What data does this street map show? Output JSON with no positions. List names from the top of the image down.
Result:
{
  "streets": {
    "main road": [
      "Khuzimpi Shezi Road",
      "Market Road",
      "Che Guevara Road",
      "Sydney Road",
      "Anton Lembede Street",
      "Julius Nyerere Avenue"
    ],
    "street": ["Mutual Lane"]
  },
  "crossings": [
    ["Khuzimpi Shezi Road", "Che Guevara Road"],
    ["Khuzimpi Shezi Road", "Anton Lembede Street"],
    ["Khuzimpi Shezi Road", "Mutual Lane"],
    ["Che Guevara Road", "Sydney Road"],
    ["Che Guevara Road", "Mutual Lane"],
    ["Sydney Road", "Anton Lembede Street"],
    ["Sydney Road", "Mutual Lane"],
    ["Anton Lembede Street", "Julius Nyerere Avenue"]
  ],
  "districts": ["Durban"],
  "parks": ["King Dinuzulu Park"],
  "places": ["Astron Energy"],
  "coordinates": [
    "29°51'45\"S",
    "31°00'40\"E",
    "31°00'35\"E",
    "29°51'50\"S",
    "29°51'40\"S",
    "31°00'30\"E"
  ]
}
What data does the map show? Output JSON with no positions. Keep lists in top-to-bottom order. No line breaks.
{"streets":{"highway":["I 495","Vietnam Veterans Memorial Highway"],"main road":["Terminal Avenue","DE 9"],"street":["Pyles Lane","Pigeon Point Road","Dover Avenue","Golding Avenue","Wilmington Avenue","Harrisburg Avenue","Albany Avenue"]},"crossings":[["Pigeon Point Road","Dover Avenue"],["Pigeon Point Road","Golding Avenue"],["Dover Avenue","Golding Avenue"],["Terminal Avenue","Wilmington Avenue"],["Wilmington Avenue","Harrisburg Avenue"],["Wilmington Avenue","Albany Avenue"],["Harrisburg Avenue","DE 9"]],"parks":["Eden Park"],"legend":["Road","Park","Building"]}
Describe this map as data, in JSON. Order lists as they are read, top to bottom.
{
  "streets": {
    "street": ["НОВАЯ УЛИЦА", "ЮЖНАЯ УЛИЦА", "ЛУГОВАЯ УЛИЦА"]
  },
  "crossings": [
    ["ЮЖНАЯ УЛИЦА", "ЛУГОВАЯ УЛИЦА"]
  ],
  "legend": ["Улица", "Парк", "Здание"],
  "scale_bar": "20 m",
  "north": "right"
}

+===+

WHAT NEEDS TO BE DONE
All lines above with "data" in them should be returned.

OUTPUT
What data does this street map show? Output JSON with no positions. List names from the top of the image down.
What data does the map show? Output JSON with no positions. Keep lists in top-to-bottom order. No line breaks.
Describe this map as data, in JSON. Order lists as they are read, top to bottom.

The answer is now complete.